Exercise goal:
The printed result should hold only the lines from the opening of the data through the line bearing "position:absolute; translate:-50% -41px;", exactly as given and without pictures.

Start of Block

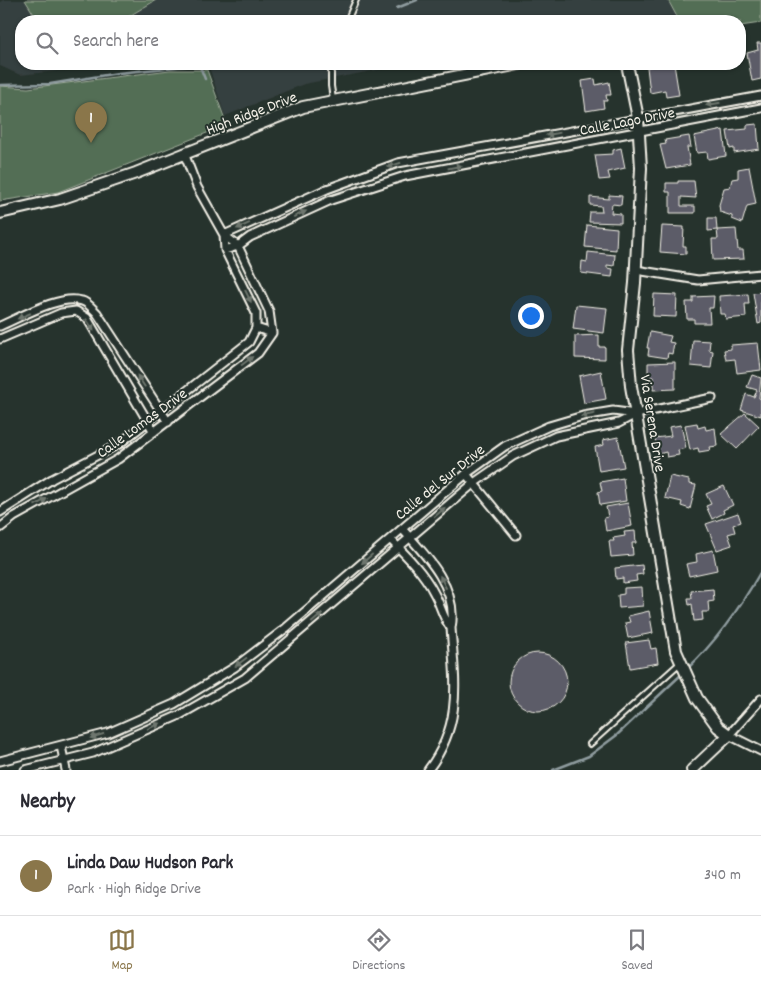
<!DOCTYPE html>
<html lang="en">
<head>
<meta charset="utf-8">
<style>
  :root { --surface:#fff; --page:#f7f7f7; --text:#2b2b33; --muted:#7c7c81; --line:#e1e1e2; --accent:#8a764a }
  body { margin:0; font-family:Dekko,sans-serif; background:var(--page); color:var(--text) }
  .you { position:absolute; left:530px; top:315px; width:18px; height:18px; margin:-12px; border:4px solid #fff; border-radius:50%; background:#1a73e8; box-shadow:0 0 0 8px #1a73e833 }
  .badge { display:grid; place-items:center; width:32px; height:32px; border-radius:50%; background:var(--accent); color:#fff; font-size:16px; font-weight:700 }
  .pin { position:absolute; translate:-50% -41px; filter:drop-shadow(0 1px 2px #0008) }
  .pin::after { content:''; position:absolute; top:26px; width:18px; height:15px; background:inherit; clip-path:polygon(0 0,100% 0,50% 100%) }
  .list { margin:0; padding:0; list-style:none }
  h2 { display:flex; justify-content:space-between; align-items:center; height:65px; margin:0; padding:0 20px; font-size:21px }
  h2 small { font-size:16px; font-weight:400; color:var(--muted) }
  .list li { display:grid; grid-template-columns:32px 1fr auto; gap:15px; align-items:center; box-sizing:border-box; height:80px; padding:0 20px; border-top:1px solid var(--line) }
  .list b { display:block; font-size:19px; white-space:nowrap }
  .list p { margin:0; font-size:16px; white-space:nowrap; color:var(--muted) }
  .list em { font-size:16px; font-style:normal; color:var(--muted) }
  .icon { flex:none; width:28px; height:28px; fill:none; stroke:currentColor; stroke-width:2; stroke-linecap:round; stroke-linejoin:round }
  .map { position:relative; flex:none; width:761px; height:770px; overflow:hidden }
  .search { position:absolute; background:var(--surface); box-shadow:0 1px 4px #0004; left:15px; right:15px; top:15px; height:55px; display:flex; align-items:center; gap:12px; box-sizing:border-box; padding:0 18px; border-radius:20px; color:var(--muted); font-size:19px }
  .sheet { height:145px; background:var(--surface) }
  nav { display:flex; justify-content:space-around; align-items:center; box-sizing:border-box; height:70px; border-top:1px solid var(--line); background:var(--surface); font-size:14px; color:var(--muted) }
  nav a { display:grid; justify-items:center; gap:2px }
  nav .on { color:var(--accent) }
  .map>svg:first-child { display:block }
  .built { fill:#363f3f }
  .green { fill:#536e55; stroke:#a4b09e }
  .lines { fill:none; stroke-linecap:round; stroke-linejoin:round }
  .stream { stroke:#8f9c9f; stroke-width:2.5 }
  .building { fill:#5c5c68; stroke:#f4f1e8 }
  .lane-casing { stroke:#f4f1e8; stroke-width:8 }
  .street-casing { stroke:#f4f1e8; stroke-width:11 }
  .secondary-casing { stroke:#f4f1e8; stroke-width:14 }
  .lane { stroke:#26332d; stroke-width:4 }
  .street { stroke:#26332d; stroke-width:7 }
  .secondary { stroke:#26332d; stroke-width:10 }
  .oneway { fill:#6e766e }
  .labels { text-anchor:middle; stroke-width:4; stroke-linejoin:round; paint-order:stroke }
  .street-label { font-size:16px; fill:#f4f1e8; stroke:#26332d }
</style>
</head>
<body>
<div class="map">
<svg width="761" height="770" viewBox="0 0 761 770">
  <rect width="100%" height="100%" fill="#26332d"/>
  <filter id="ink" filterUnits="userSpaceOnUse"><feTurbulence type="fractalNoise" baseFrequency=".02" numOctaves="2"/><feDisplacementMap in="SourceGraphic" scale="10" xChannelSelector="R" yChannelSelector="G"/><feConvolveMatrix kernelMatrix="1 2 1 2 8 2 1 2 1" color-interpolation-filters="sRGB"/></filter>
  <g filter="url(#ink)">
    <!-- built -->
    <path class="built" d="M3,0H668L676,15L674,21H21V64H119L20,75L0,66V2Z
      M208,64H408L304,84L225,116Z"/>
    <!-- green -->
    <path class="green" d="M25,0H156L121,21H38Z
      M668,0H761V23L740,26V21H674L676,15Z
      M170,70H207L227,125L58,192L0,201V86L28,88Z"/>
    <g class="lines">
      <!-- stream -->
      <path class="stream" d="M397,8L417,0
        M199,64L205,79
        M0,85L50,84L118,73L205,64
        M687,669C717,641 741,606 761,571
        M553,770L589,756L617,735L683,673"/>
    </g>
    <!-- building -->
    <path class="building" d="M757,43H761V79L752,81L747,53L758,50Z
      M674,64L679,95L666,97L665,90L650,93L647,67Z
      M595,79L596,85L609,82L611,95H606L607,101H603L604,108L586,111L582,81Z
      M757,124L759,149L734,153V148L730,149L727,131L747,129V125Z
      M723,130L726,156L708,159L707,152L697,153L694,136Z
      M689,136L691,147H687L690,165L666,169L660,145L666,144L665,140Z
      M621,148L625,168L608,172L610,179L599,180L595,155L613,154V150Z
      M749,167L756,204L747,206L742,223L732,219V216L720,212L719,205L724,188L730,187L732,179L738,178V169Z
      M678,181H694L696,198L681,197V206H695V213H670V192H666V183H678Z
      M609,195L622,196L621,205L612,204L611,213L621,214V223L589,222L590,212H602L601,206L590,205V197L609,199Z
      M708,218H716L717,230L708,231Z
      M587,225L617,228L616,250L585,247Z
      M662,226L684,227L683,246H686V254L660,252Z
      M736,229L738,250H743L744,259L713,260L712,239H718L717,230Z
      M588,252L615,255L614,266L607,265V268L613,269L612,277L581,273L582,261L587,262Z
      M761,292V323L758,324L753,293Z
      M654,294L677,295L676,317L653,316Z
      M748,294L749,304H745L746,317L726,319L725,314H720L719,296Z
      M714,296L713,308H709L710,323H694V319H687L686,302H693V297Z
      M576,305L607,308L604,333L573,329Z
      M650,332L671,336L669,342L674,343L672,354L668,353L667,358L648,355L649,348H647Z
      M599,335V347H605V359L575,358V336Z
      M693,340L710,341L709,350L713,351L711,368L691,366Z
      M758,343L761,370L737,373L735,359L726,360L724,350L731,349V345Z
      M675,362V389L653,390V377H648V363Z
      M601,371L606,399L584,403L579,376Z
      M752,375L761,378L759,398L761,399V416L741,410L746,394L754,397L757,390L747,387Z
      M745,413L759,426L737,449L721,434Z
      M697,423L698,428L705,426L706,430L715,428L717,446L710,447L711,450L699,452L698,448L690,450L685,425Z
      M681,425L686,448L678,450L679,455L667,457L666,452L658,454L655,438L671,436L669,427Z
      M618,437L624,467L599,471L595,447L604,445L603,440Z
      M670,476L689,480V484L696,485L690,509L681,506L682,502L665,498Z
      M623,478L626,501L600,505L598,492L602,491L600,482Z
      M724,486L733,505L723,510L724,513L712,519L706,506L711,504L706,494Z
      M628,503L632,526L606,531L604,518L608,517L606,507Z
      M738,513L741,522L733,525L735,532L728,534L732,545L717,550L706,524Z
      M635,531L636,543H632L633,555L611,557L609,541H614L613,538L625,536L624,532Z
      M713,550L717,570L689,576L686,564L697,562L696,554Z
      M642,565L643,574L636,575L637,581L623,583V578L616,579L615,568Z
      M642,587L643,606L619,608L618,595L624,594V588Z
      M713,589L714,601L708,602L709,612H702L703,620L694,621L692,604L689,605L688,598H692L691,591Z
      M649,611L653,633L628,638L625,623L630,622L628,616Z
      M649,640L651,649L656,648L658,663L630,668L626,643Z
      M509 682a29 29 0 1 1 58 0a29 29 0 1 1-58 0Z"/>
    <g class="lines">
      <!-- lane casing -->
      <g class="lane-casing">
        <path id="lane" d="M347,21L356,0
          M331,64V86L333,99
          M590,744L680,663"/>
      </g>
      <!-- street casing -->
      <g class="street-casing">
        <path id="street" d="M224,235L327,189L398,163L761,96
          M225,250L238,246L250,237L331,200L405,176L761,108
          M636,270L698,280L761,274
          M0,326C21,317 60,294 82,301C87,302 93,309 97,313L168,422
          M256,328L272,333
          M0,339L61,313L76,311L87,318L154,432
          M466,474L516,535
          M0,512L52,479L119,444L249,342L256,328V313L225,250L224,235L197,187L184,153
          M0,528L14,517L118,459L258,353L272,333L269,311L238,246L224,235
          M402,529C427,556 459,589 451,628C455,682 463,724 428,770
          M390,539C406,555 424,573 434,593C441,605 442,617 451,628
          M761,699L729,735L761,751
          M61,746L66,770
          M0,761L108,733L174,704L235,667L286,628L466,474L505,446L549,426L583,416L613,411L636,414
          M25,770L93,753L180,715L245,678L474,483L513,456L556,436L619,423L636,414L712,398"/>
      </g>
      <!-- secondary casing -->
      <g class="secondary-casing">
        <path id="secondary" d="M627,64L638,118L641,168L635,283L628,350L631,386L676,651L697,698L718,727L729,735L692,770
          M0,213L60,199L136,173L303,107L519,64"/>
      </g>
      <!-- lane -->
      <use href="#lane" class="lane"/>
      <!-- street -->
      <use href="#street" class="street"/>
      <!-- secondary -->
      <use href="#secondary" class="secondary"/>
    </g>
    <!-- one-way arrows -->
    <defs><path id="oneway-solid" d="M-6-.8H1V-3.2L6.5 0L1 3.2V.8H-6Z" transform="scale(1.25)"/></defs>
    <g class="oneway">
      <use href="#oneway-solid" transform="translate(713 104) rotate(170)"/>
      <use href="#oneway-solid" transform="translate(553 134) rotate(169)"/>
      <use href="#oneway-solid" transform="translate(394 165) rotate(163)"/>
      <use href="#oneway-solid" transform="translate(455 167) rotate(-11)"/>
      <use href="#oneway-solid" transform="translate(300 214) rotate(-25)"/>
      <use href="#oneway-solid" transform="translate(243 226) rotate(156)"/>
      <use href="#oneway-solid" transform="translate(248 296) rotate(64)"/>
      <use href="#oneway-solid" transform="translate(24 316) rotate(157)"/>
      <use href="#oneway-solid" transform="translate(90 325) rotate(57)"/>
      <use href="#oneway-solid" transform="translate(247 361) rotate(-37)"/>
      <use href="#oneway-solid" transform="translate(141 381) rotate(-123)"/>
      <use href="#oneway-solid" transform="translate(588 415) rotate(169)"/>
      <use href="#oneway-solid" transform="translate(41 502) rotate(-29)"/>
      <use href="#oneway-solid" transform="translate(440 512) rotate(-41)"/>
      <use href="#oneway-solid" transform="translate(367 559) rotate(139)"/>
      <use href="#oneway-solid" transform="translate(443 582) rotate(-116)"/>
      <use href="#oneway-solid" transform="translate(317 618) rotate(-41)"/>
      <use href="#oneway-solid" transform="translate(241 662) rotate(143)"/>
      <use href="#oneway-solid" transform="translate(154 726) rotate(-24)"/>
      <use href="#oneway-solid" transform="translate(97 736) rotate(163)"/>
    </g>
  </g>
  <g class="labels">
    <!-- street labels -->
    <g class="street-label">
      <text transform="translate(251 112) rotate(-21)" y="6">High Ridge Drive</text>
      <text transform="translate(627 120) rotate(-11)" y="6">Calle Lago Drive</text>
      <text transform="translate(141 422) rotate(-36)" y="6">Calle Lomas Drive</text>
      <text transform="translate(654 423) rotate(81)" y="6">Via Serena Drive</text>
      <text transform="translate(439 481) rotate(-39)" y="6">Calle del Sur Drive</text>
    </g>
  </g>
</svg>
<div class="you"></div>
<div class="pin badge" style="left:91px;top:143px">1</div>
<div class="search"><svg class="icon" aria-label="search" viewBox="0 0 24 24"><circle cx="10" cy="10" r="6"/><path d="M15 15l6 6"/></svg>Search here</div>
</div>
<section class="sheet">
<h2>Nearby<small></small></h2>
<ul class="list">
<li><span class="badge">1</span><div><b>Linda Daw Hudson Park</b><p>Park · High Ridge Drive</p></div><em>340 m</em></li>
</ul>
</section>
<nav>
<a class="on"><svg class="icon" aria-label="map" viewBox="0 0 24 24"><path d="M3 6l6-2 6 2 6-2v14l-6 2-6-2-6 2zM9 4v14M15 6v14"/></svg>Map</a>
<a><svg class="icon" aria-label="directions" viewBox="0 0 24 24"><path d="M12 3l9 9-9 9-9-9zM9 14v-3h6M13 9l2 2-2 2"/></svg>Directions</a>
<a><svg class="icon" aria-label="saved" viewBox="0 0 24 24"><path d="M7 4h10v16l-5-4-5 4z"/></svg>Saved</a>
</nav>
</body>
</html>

End of Block

Written response:
<!DOCTYPE html>
<html lang="en">
<head>
<meta charset="utf-8">
<style>
  :root { --surface:#fff; --page:#f7f7f7; --text:#2b2b33; --muted:#7c7c81; --line:#e1e1e2; --accent:#8a764a }
  body { margin:0; font-family:Dekko,sans-serif; background:var(--page); color:var(--text) }
  .you { position:absolute; left:530px; top:315px; width:18px; height:18px; margin:-12px; border:4px solid #fff; border-radius:50%; background:#1a73e8; box-shadow:0 0 0 8px #1a73e833 }
  .badge { display:grid; place-items:center; width:32px; height:32px; border-radius:50%; background:var(--accent); color:#fff; font-size:16px; font-weight:700 }
  .pin { position:absolute; translate:-50% -41px; filter:drop-shadow(0 1px 2px #0008) }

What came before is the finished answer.